North America, South Greenland, Cape Farewell Region, Prins Christian Sund, Igdlorssuit Havn Tower, New Routes and First Free Ascents on the West Face

  • Climbs And Expeditions
  • Climb Year:
  • Publication Year: 2004

Prins Christian Sund, Igdlorssuit Havn Tower, new routes and first free ascents on the west face. An eight-man team comprising some of the best rock climbers in Britain visited the western end of Prins Christian Sund in the Cape Farewell region of South Greenland. Two of the team, Miles Gibson and Steve McClure, completed a new 23-pitch route on the west face of Igdlorssuit Havn Tower (1,160m), an excellent 900m line that the pair graded E7 6c and named Twenty-one.

The route takes the most obvious feature on the face, an impressive, left-facing, central corner system, which was climbed ground-up, using nothing but natural gear and approximately 450m of fixed rope. Unfortunately, closer inspection revealed the 400m corner to be guarded by around 250m of compact slabby rock and the pair had two attempts to find a line through the slabs. On the second they discovered a series of cracks leading left through unprotected slabs and arêtes to gain the base of the corner in 13 pitches. Rope was fixed to this point, above which the climbers progressed in capsule style using a portaledge. A wet roof high on the route proved particularly troublesome, with McClure reporting it to feel like F8b under the conditions. This was pitch 21, climbed after four attempts. Above, much easier ground led to the top.
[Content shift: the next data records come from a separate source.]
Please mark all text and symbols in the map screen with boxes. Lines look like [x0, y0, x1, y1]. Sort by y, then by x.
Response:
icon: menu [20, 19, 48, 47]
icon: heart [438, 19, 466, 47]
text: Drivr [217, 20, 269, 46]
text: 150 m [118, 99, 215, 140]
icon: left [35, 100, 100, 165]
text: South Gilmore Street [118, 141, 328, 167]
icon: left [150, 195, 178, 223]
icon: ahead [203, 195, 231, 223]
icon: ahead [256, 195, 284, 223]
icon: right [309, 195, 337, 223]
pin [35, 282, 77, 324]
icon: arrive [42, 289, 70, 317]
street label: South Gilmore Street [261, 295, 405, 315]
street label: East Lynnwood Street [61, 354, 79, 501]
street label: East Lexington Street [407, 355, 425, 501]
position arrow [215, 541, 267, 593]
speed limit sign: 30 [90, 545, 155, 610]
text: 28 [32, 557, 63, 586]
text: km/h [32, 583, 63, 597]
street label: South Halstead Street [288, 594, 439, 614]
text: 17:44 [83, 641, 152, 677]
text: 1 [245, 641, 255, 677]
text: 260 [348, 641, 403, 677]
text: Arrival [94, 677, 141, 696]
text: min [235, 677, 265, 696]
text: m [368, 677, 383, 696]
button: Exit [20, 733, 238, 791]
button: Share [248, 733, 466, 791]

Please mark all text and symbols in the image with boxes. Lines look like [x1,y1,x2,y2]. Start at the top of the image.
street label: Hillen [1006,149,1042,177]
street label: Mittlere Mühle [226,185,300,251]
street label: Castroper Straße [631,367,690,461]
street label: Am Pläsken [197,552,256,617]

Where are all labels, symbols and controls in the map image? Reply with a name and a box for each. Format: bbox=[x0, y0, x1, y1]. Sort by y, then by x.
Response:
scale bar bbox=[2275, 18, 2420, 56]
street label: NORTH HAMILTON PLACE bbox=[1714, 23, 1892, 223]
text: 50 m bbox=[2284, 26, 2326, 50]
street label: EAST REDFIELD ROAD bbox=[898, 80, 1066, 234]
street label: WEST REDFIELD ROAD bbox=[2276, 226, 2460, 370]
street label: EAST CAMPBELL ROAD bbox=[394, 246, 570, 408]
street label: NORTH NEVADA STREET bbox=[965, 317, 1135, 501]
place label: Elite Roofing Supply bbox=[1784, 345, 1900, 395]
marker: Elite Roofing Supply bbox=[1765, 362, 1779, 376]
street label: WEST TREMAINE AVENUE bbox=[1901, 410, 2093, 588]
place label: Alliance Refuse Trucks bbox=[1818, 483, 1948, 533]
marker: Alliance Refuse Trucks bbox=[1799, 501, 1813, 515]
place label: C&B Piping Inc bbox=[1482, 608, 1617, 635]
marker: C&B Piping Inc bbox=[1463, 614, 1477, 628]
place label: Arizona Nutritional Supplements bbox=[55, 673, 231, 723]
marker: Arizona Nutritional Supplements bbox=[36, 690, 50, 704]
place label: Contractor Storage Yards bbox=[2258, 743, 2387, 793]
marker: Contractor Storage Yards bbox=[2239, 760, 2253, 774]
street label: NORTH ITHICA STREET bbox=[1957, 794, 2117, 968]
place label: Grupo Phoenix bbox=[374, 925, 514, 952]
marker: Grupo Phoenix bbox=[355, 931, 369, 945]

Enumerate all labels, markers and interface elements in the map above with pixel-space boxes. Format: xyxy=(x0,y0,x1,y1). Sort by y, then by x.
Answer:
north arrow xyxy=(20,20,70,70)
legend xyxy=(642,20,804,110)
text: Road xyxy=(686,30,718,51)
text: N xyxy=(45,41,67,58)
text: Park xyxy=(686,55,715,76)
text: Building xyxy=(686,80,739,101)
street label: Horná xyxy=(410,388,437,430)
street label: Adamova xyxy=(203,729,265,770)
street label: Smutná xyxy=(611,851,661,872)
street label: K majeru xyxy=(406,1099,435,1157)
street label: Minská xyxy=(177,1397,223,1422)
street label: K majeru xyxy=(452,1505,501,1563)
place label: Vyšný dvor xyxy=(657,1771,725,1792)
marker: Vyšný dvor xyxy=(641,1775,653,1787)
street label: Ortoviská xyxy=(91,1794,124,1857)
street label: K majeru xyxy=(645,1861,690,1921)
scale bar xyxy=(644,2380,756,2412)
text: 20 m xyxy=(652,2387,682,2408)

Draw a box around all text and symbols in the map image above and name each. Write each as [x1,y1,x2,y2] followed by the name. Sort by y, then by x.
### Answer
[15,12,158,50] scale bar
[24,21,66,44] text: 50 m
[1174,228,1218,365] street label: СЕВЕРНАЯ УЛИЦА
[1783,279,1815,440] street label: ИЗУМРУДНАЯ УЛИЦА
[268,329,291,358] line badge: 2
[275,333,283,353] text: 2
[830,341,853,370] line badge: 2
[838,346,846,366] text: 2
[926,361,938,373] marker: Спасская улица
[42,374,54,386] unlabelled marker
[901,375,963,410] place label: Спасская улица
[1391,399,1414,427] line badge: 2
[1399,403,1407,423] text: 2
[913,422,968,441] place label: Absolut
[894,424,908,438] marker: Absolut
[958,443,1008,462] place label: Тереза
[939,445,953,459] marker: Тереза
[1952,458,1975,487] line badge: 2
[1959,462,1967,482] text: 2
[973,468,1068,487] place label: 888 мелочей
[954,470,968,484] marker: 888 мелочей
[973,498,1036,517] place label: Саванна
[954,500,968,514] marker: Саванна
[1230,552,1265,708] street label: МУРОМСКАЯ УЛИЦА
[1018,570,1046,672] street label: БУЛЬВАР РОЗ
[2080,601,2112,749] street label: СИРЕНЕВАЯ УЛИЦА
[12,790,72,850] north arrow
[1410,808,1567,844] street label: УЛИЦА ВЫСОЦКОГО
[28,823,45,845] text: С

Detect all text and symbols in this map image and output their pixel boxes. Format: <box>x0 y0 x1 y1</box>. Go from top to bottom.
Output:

The 800m-high seaward face of the granite tower was first climbed by a five-man Croat- ian-Slovenian team in 1996 via a line further right. They named their 24-pitch route Ujarak (6c A3), after the boat that eventually picked them up at the end of a long 12-day wait, when their prearranged lift failed to materialize. This line was free climbed by four other members of the British team: Nick Boden, Tom Briggs, Adrian Jebb, and Rob Mirfon. The ninth pitch, rated A3, was first aided and then top-roped at E7 6b, whereas the A1 bolt ladder above eventually succumbed at E7c+. Ropes were fixed to the top of pitch 12, after which the remaining ground was climbed on-sight over one-and-a-half days with an intervening bivouac. Natural protection and existing in-situ gear were used throughout. On the 1996 ascent 12 pitches had involved the use of aid but the route now goes completely free at E7 6c.

In 2001 Max Dutson and Dave Lucas, from Matt Heason’s British expedition to the same area, added Wonderful World to the face, giving 23 pitches to E4 6a and C1/C2. Heason’s brother, Ben, was also part of last summer’s team and repeated the line with Simon Moore. The pair free climbed the entire route on-sight over two days, notably the excellent corner of pitch 15 at E6 6b. At the top, a new four-pitch variant, dubbed The Turning Point, was created with one pitch of E5 and another of E6. Much of this was climbed at night with the top reached at 2 a.m.

Several shorter routes on the cliffs nearer to base camp were also climbed at grades up to E7 and Heason also soloed Cryptic Crossword (E3 5c), but Twenty-one and the free version of Ujarak are, almost certainly, the hardest major free rock climbs in Greenland to date. (Editor’s note: E7 6c translates to approximately 5.13+.)